Health minister calls on doctors to cancel strike
Korea’s top health official once again called on the doctors to cancel their strike action set for Friday.
The doctors said they would stage a one-day walkout to protest the government’s package of health reforms that were announced last month. Last Friday, junior doctors and medical students walked off their practices and marched in the streets of Yeouido, central Seoul, demanding negotiations with the government.

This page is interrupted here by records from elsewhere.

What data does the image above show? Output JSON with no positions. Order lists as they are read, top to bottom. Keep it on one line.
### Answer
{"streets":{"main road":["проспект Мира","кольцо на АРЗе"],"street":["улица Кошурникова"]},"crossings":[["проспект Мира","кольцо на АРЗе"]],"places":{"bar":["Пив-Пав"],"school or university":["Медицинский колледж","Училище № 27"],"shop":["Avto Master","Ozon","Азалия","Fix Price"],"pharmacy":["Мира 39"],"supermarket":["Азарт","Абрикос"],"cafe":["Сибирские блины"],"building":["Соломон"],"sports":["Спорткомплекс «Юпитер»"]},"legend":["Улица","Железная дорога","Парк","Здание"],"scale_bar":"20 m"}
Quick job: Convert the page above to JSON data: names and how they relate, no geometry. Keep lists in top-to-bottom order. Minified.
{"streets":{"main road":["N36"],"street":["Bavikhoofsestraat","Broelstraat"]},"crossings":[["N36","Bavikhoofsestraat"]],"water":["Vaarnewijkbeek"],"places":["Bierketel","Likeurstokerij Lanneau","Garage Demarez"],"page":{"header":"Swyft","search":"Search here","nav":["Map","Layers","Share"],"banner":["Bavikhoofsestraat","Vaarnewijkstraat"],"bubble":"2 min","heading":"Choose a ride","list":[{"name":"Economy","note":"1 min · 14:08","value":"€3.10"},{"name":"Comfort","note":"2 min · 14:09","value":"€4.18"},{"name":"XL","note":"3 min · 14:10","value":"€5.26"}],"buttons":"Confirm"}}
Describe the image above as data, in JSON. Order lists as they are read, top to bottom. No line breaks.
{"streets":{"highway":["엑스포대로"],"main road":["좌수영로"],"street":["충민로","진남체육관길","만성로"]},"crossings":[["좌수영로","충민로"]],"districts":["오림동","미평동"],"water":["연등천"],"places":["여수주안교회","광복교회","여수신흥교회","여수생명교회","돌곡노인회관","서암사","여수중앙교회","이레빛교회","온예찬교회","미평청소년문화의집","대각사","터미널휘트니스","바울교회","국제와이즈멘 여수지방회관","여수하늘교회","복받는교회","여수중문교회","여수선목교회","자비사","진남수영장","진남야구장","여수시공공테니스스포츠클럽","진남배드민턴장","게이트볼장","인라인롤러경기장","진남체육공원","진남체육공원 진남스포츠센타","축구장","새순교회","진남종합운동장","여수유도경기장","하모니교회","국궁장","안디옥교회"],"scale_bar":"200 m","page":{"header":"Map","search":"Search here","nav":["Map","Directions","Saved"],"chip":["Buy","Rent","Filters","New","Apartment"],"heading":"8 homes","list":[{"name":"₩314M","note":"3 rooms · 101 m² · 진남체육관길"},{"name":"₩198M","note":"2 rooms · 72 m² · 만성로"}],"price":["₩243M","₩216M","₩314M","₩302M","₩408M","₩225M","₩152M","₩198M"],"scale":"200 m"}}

In an address Thursday morning, Minister of Health and Welfare Park Neung-hoo said he was “deeply sorry” that the doctors have decided to proceed with the strike as scheduled.
“The doctors’ strike will not only inconvenience countless Koreans but also seriously imperil their health. I urge you to recall the obligations of medical ethics and put lives and safety of the people first,” he said, warning of legal consequences.
The doctors said, however, that critical and urgent care will not be disrupted, and that essential staff will not partake in the walkout.
While the minister urged the doctors to return to table to “resolve the dispute without the strike,” prospects of finding a middle ground appear bleak.
The row between the government and the medical community deepened even further after a senior health official said during a Tuesday meeting with doctors’ representatives that the doctors were “public commodities,” and that despite the protests, the plans are “due to be approved.”
The meeting incited a further backlash from doctors who say the comments are offensive.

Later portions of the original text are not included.